Both programs read the metadata from the blobs and check them for consistency. In order to do that they first read all the descriptors and put them into an array. Then they go through these descriptors and read the corresponding metadata for each blob. This means that they read small parts from all over the huge file, skipping the actual binary content in the process.

 

The first time this is done in Program1, it takes several minutes. When I repeat this the second time (even when exiting the program and starting it again) the full process takes only a few seconds.

 

So I thought that Windows 10 does some really efficient caching which is great.

 

But then I started Program2 which as the first step also does the same consistency check (same source code) on the same file. Program1 was still running but had already finished the processing. Program2 then took several minutes to complete that check. When I abort the check, close Program2 and then restart it again, the check moves to the entry it last processed within a second and then again takes much longer to process the rest. Once it's done, exiting it and starting it again the same effect happens as with Program1: The consistency check takes only seconds.

 

To summarize:

  1. Program1 takes several minutes for the check on the first run.
  2. Program1 takes only a few seconds for the check on subsequent runs.
  3. Program2 takes several minutes for the check on the first run even though Program1 had just done the same check on the same file and was still active.
  4. When I abort Program2 and restart it again, it only takes seconds to reach the position where I aborted the last run and then slows down again.
  5. Once Program2 has finished processing the file, running it again the processing only takes seconds.

 

Can anybody explain this phenomenon to me? If it's Windows caching I would have expected that Program2 would only take seconds because it would take advantage of the data in the file cache put there by Program1. But that doesn't happen.

 

Just in case it matters: Both programs are Delphi 2007 programs (so 32 bit) and they are running on Windows 10 64 bit. The checking code is exactly the same in both.

Edited by dummzeuch

Share this post


Link to post
1 hour ago, Lars Fosdal said:

How do you open the files with regards to sharing?

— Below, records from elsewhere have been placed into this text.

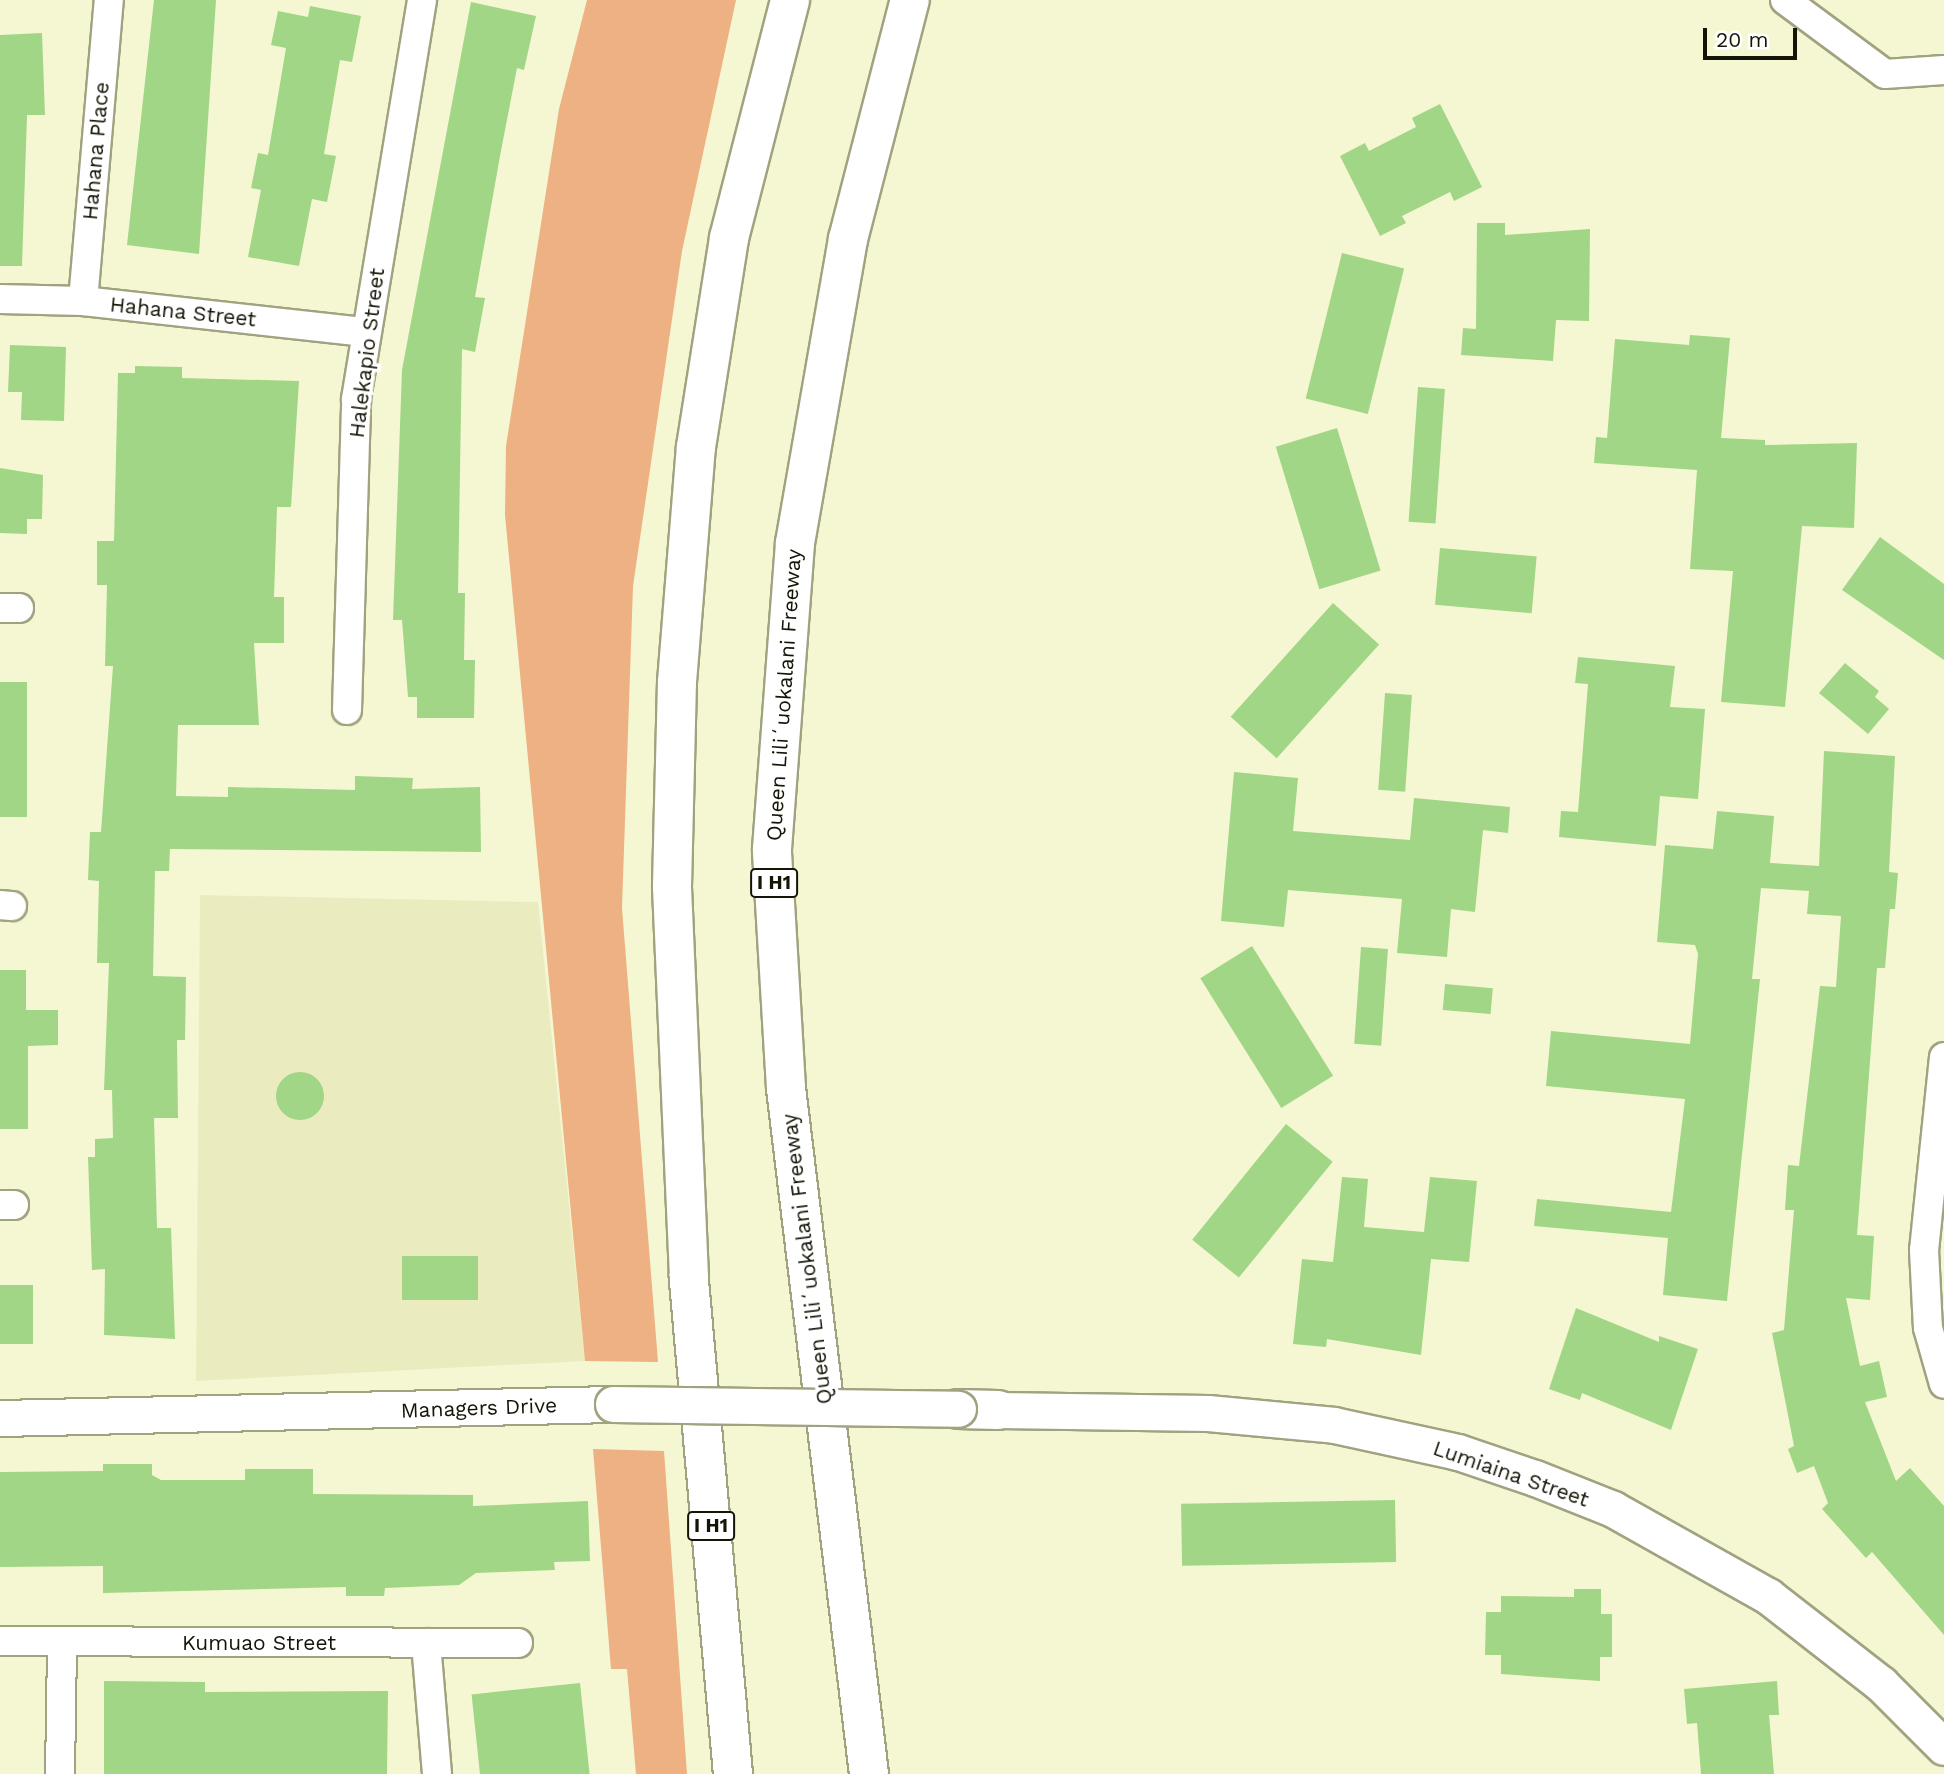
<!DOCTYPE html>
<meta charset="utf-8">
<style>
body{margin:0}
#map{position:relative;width:1944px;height:1774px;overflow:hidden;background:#f5f7d2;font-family:"Work Sans",sans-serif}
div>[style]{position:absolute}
.built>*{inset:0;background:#eaecc0}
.green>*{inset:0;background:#edb183}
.building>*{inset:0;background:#a0d685;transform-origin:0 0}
.round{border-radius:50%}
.roads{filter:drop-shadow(2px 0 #a0a280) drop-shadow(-2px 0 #a0a280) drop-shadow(0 2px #a0a280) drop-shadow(0 -2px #a0a280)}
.minor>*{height:28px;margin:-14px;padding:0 14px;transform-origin:14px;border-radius:14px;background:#fff}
.tertiary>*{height:35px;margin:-17.5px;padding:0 17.5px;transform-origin:17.5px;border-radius:17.5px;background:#fff}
.secondary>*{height:38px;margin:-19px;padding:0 19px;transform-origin:19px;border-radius:19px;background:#fff}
.motorway>*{height:38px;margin:-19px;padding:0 19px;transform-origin:19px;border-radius:19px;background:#fff}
.bridges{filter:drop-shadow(2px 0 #a0a280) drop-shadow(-2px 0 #a0a280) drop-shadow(0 2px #a0a280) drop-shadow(0 -2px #a0a280)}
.tertiary-bridge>*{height:35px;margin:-17.5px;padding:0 17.5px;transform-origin:17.5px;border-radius:17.5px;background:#fff}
span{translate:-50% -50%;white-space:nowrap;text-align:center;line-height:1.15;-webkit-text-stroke:7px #fff;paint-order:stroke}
.shield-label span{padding:2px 5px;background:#fff;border:2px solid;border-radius:5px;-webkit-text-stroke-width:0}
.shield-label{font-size:19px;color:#141407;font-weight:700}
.street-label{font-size:21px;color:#141407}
.scale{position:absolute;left:1703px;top:28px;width:94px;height:32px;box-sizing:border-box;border:4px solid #141407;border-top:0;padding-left:9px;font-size:21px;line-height:24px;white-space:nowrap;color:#141407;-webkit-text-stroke:5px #fff;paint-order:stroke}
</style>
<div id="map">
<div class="built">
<div style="clip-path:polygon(200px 895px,538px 902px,585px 1361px,196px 1381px)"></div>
</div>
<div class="green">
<div style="clip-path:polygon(587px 0,736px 0,682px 251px,633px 586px,622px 908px,658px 1362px,585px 1361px,505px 515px,506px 446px,559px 109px)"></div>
<div style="clip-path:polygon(593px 1449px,664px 1451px,687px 1774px,636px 1774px,627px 1669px,611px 1669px)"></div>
</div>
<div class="building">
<div style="clip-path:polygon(154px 0,216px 0,199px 254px,127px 245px)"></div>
<div style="clip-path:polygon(471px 2px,536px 16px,524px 70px,517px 68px,500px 156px,475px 297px,485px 298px,475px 352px,462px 349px,458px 593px,465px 593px,464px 660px,475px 660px,474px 718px,417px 718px,417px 697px,408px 697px,402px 620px,393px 620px,402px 370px)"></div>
<div style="clip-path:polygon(310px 6px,361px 16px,352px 62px,340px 60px,324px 154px,336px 156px,327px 202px,312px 199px,299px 266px,248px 257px,261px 190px,251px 188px,258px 153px,268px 155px,286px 48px,271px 45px,278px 11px,308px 17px)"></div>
<div style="clip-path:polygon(42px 33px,45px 115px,27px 115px,22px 266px,0 266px,0 35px)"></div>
<div style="clip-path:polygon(1440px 104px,1482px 187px,1454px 201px,1450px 192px,1402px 216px,1406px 223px,1380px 236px,1340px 156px,1365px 143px,1369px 151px,1416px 127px,1412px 118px)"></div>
<div style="clip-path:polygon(1477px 223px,1505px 223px,1505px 235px,1590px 229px,1589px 321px,1556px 320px,1553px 361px,1461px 355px,1463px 328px,1476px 329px)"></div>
<div style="left:1342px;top:253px;width:64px;height:150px;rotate:14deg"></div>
<div style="clip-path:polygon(1690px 335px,1730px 338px,1721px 438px,1765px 440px,1765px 445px,1857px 443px,1854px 528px,1802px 526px,1785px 707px,1721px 702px,1733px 571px,1690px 569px,1697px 470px,1594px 463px,1596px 437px,1607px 438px,1615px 339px,1689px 345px)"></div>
<div style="clip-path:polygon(10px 345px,66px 347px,64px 421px,21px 420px,22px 392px,8px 392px)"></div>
<div style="clip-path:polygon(135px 366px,182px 367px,182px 378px,299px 381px,291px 507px,277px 507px,274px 597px,284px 597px,284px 643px,254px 643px,259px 725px,178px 725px,176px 796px,228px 797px,228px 787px,355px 790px,355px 776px,413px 778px,412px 789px,480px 787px,481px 852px,170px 849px,169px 871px,155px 871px,153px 976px,186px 977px,185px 1040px,177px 1040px,178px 1118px,154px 1118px,157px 1228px,171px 1228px,175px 1339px,104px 1335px,105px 1269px,92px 1270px,88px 1157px,95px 1157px,95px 1139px,113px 1138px,112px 1090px,104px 1090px,109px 963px,97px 963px,99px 881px,88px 880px,90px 832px,101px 832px,113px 666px,105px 666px,107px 585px,97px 585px,97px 541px,114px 541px,118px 373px,135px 373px)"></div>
<div style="left:1418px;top:387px;width:27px;height:135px;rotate:4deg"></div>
<div style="left:1337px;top:428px;width:149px;height:64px;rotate:73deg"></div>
<div style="clip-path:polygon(0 468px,43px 475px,42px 519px,27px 519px,27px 534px,0 533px)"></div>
<div style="clip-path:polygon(1880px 537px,1944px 584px,1944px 660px,1842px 590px)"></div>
<div style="left:1440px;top:548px;width:97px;height:57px;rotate:5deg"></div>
<div style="left:1333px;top:603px;width:62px;height:153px;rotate:42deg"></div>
<div style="clip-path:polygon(1578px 657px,1675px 666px,1670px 707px,1705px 709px,1698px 799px,1660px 796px,1656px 846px,1559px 837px,1561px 811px,1578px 812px,1588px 684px,1575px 683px)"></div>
<div style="clip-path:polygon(1845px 663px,1879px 691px,1875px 697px,1889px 709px,1868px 734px,1819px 693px)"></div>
<div style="left:0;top:682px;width:27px;height:135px"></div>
<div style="left:1385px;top:693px;width:27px;height:97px;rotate:4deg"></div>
<div style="clip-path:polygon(1824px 751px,1895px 756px,1889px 872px,1898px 873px,1895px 909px,1890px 909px,1885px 968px,1877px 968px,1857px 1235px,1874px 1236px,1870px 1300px,1846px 1298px,1860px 1366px,1879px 1361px,1887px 1397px,1865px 1402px,1896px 1481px,1910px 1468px,1944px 1506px,1944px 1635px,1872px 1552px,1866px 1558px,1822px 1509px,1828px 1503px,1814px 1466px,1797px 1473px,1788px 1449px,1794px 1446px,1772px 1333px,1784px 1330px,1794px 1210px,1785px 1210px,1788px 1165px,1799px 1166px,1820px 986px,1836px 987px,1841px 916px,1807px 914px,1809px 891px,1761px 888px,1752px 979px,1760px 979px,1727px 1301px,1663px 1295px,1668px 1238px,1534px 1226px,1537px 1199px,1671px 1212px,1685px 1099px,1546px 1086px,1551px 1031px,1690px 1044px,1698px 954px,1695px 945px,1657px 942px,1665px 845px,1713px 849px,1717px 811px,1774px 816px,1770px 863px,1819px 866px)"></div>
<div style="clip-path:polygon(1234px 772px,1298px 778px,1293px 831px,1410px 840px,1414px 798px,1510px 807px,1508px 833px,1483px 830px,1475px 912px,1451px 909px,1447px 957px,1397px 953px,1402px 899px,1288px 890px,1284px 927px,1221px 921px)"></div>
<div style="left:1252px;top:946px;width:153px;height:61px;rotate:58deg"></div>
<div style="left:1361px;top:947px;width:27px;height:97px;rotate:4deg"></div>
<div style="clip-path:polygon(0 970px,26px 970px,26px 1010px,58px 1010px,58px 1045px,28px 1046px,28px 1129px,0 1129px)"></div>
<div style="left:1445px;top:984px;width:48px;height:26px;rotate:5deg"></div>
<div class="round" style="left:276px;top:1072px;width:48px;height:48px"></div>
<div style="left:1286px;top:1124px;width:60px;height:149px;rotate:39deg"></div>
<div style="clip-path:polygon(1342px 1177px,1368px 1179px,1364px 1227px,1424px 1232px,1430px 1177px,1477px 1181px,1469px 1262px,1431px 1259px,1421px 1355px,1327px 1339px,1326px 1347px,1293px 1344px,1302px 1259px,1333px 1262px)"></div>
<div style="left:402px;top:1256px;width:76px;height:44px"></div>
<div style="left:0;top:1285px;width:33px;height:59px"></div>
<div style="clip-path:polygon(1576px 1308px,1659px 1342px,1659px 1336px,1698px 1349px,1671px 1430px,1582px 1393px,1580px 1400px,1549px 1389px)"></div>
<div style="clip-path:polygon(103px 1464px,152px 1464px,152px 1475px,161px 1480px,245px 1480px,245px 1469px,313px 1469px,313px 1494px,473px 1495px,473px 1506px,588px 1501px,590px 1561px,554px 1562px,555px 1570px,476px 1573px,459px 1585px,385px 1588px,384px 1596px,346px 1596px,346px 1587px,103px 1593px,103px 1566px,0 1567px,0 1472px,103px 1471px)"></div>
<div style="left:1395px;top:1500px;width:62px;height:214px;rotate:89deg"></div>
<div style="clip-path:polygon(1574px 1589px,1601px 1589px,1601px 1614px,1612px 1614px,1612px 1657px,1600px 1657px,1600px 1681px,1501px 1674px,1501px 1655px,1485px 1655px,1486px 1612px,1501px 1612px,1501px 1596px,1574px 1597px)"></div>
<div style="clip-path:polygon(104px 1681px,205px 1682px,205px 1692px,388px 1691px,387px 1774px,104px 1774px)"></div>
<div style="clip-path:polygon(1777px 1681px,1779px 1715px,1769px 1715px,1774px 1774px,1701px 1774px,1697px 1723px,1687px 1724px,1684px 1689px)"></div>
<div style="left:580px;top:1683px;width:92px;height:109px;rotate:84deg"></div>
</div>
<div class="roads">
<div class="minor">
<div style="left:1785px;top:0;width:124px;rotate:36.5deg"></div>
<div style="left:1885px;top:74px;width:59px;rotate:-3.9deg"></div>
<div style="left:0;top:299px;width:83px;rotate:1.4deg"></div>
<div style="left:83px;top:301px;width:284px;rotate:6.3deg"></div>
<div style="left:83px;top:301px;width:302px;rotate:-85.1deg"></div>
<div style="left:0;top:608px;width:19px"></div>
<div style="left:347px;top:710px;width:311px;rotate:-88.3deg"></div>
<div style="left:356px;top:399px;width:404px;rotate:-80.6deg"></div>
<div style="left:0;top:905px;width:12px;rotate:5deg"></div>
<div style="left:1944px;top:1057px;width:194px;rotate:95.9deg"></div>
<div style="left:1924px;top:1250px;width:78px;rotate:87.1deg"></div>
<div style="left:1928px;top:1328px;width:58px;rotate:74.1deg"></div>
<div style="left:0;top:1205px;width:14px"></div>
<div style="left:0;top:1641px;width:518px;rotate:0.22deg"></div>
<div style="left:426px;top:1643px;width:131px;rotate:85.2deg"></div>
<div style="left:60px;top:1774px;width:131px;rotate:-89.1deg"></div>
</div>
<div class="tertiary">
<div style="left:998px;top:1410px;width:210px;rotate:0.8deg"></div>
<div style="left:1208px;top:1413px;width:127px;rotate:5.4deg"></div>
<div style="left:1334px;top:1425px;width:127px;rotate:12.3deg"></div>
<div style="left:1458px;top:1452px;width:81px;rotate:18.7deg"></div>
<div style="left:1535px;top:1478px;width:84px;rotate:21.7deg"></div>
<div style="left:1613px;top:1509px;width:178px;rotate:29.3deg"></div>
<div style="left:1768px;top:1596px;width:143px;rotate:37.9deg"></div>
<div style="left:1881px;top:1684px;width:89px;rotate:45deg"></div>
<div style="left:0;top:1418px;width:613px;rotate:-1.31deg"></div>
</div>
<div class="secondary">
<div style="left:958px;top:1409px;width:40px;rotate:1.4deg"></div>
</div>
<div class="motorway">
<div style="left:733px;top:1774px;width:499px;rotate:-95.1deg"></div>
<div style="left:689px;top:1277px;width:391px;rotate:-92.5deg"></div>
<div style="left:672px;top:886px;width:204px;rotate:-88.6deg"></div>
<div style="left:677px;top:682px;width:236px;rotate:-85.4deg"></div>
<div style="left:696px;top:447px;width:212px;rotate:-81deg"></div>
<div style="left:729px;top:238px;width:246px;rotate:-75.6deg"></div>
<div style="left:869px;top:1774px;width:691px;rotate:-96.9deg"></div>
<div style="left:786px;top:1088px;width:239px;rotate:-93.4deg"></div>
<div style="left:772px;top:849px;width:307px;rotate:-85.7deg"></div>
<div style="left:795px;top:543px;width:309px;rotate:-80.1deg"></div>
<div style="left:848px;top:239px;width:247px;rotate:-75.5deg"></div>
</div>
</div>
<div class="bridges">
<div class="tertiary-bridge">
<div style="left:613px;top:1404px;width:345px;rotate:0.8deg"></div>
</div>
</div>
<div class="shield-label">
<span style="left:774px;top:883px">I H1</span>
<span style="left:711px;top:1526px">I H1</span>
</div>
<div class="street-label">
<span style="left:96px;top:151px;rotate:-85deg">Hahana Place</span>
<span style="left:183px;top:312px;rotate:6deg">Hahana Street</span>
<span style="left:367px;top:353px;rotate:-83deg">Halekapio Street</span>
<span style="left:784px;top:695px;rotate:-86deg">Queen Liliʻuokalani Freeway</span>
<span style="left:807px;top:1259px;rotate:-97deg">Queen Liliʻuokalani Freeway</span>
<span style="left:479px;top:1408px;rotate:-2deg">Managers Drive</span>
<span style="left:1511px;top:1474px;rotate:19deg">Lumiaina Street</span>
<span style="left:259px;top:1643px">Kumuao Street</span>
</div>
<div class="scale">20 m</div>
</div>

  st := TdzFile.Create(_Filename);
  try
    st.AccessMode := [faRead];
    st.ShareMode := [fsRead];
    st.CreateDisposition := fcOpenFailIfNotExists;
    st.Open;

Share this post


Link to post

Don't have an explanation, but will think it think about loud, (in writing)

 

1) OS like Windows will not leave the memory unused, so even if it is not allocated or reported as allocated paged or non-paged it will use all the pages for a thing or two.

2) Windows in fact does buffer files to unused memory, aka unreported it is known to its drivers only.

3) Windows will try do whatever to guarantee the security of the system in full and track these buffers and their location, security here comes first compared to speed.

4) So in theory, a process read a file in user A realm, OS will/might keep the data somewhere in memory but will not allow user B to even know that file does exist if it should not, this apply to the content of the file.

5) The problem you described in my opinion might be rooted from WOW64 and security descriptor for each process instead of being aligned by users and privileges.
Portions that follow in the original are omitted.